With so many strong No. 1 players in Southern Indiana — Floyd Central’s Olivia Boesing, Silver Creek’s Kat Hebble, Jeffersonville’s Morgan Reilly and Providence’s Jacqueline Hollkamp, to name a few — competing at No. 2 singles has its advantages.
Neither sister would hear of taking the easy road.
“I don’t care if I lose,” Erin said. “I want to play a great player. I don’t want to play a weaker person just because I want to win. I want to play a stronger person so I can get better.”
“I would rather play better players so I can improve myself,” Marin said. “I would rather play No. 1 the whole time.”
The Kanii twins became two of the area’s best tennis players through hard work. And as much as they love music, they prefer to be on the tennis court whenever possible.
The fact that they had each other to play with every day also has been a major factor in their ascent to the top of the New Albany program.
“It’s really nice that I have a partner I can hit with all year long,” Marin said. “I think it’s really helpful. Still, I feel like it’s a disadvantage sometimes for us, but we get used to [playing one style]. It is a good thing we can play each other all year long.”
“Not many people can find a person to hit with every single day and I have a twin sister that’s the same ability,” Erin said. “It’s a perfect opportunity. Every day we can hit.”
When Erin says “every single day,” that’s what she means. During Spring Break, Dusch ordered his team to take the day off during one particular 32-degree day. Later that day, he found the Kaniis out on the courts working at their games.
“The problem I have is that when we get an off-day, they won’t take an off-day,” Dusch said. “When you go six days a week or so, you need a day off. But they’re workaholics.”
Erin and Marin began competing as a doubles pair as freshmen. They were an immediate success, earning All-Hoosier Hills Conference honors as freshmen.
With Erin and Marin providing two points at singles instead of one as a doubles pair, the move had to be made.
“I would love to have that option, but the way we are now, I just can’t,” Dusch said. “They’re just too valuable at one and two [singles].”
“I miss it a lot,” Erin said. “We’re sisters and we understand each other a lot more than just a partner or friend. I enjoy playing doubles. I don’t know, I might like it better.”

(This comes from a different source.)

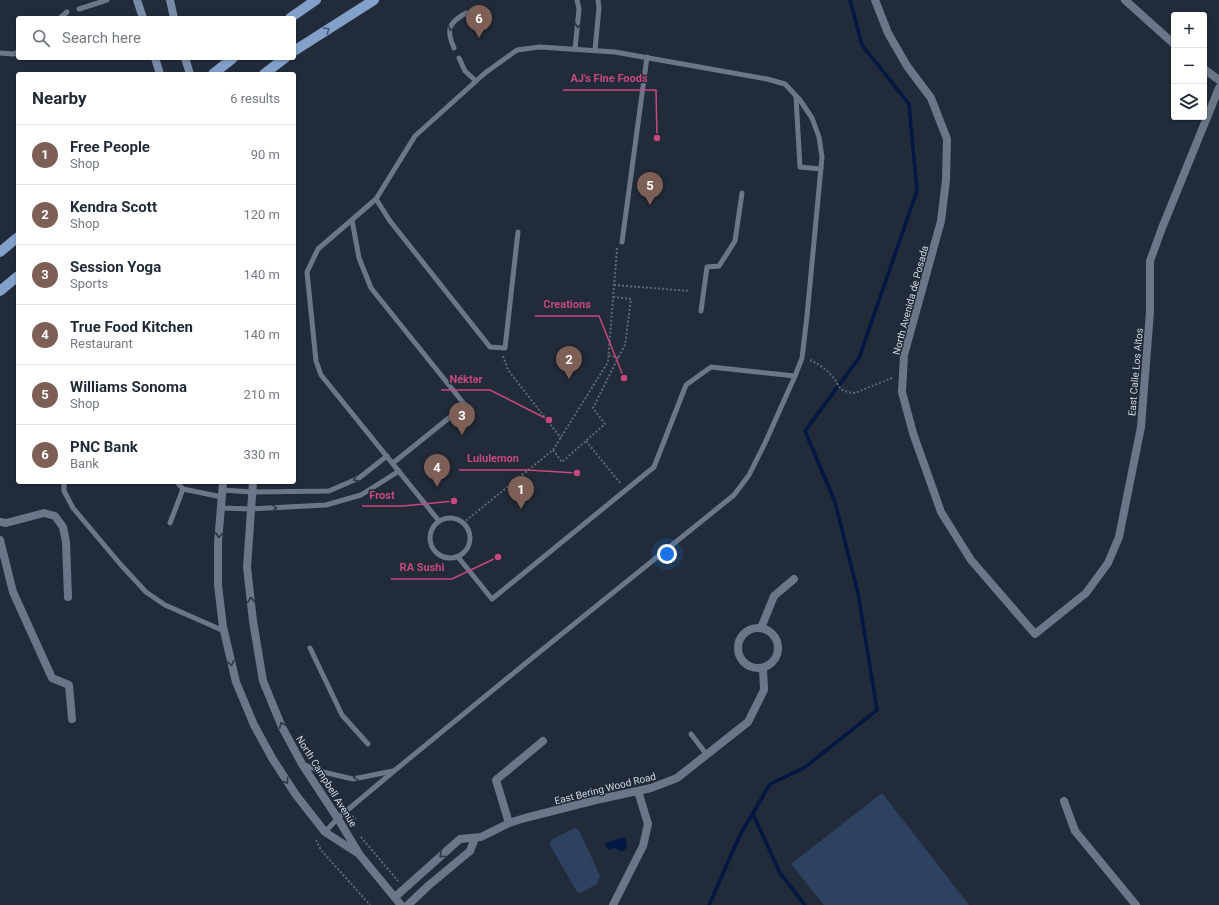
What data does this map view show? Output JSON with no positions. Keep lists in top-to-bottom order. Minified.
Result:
{"streets":{"street":["North Avenida de Posada","East Calle Los Altos","North Campbell Avenue","East Bering Wood Road"]},"crossings":[["North Avenida de Posada","East Calle Los Altos"]],"places":["AJ's Fine Foods","Creations","Néktər","Lululemon","Frost","RA Sushi"],"page":{"pins":["6","5","2","3","4","1"],"map_buttons":["+","−"],"search":"Search here","heading":["Nearby","6 results"],"list":[{"mark":"1","name":"Free People","note":"Shop","value":"90 m"},{"mark":"2","name":"Kendra Scott","note":"Shop","value":"120 m"},{"mark":"3","name":"Session Yoga","note":"Sports","value":"140 m"},{"mark":"4","name":"True Food Kitchen","note":"Restaurant","value":"140 m"},{"mark":"5","name":"Williams Sonoma","note":"Shop","value":"210 m"},{"mark":"6","name":"PNC Bank","note":"Bank","value":"330 m"}]}}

True to form, the Kaniis were willing to switch to singles to help the Bulldogs achieve their goals. First among those is to win their 21st consecutive sectional title on May 17.

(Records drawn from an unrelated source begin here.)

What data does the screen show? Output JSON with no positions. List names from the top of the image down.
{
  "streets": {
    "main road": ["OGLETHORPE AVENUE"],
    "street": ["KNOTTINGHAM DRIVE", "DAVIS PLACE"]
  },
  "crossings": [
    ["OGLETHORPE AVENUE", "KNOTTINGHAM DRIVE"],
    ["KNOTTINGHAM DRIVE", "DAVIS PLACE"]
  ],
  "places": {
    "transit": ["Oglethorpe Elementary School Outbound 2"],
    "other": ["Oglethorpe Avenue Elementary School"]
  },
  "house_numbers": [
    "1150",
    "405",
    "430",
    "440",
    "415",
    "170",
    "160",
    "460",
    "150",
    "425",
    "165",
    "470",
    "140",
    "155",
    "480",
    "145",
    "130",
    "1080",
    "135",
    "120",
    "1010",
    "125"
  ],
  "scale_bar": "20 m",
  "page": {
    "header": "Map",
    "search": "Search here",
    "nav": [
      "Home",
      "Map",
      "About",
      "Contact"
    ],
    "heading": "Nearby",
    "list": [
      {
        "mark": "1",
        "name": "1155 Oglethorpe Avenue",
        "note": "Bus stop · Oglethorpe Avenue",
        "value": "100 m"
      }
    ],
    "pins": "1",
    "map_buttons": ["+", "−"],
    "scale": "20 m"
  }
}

“We want to help our team,” Erin said. “Two of five [potential points] is pretty big. If my sister and I can win, that helps our teams [and] that’s our goal. Of course, our goal is to win the sectional, as always. Our dream has been to win the regional. That will be really tough because Floyd Central is really good, but that’s our goal, I think.”

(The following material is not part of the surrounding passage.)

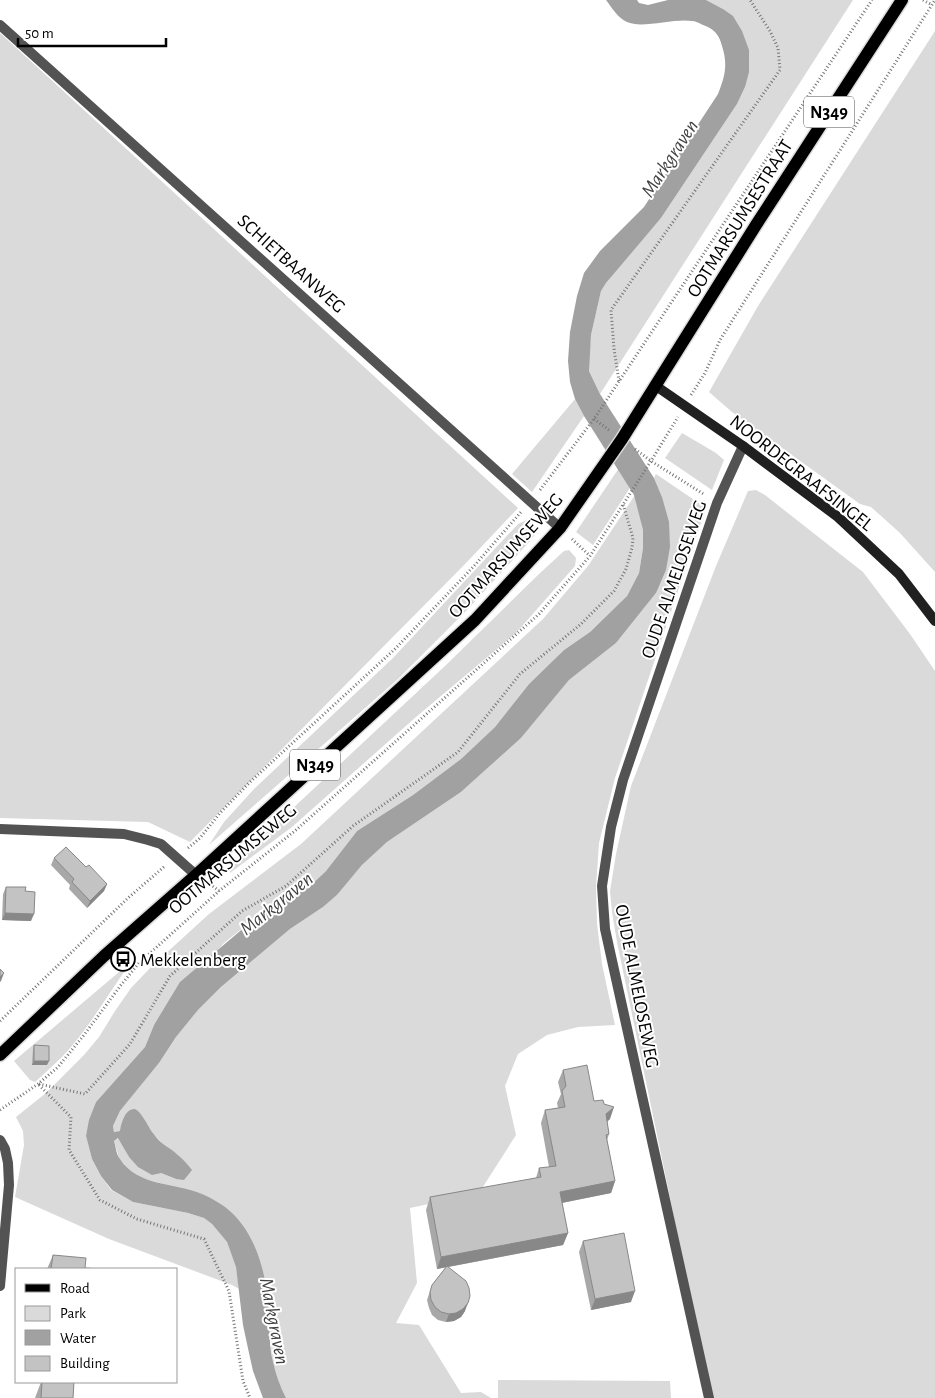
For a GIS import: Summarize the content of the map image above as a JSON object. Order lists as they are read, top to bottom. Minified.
{"streets":{"main road":["N349","OOTMARSUMSESTRAAT","NOORDEGRAAFSINGEL","OOTMARSUMSEWEG"],"street":["SCHIETBAANWEG","OUDE ALMELOSEWEG"]},"crossings":[["OOTMARSUMSESTRAAT","NOORDEGRAAFSINGEL"],["OOTMARSUMSESTRAAT","OOTMARSUMSEWEG"],["SCHIETBAANWEG","OOTMARSUMSEWEG"],["NOORDEGRAAFSINGEL","OUDE ALMELOSEWEG"]],"water":["Markgraven"],"places":{"bus stop":["Mekkelenberg"]},"legend":["Road","Park","Water","Building"],"scale_bar":"50 m"}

The twins will graduate in the spring and head off to Ball State University, where they’ll study telecommunications in the fall.
In his long tenure at New Albany, Dusch will be as sad as he’s ever been to see two players leave the program.
“They’re the most conscientious, hard-working kids I’ve dealt with in a long time,” he said. “No matter what the situation is, they both have smiles on their faces. They’re both delights to work with. I say every year that I’m going to miss my seniors, but these two I can say it from the bottom of my heart. It’s situations like this that make coaching fun.”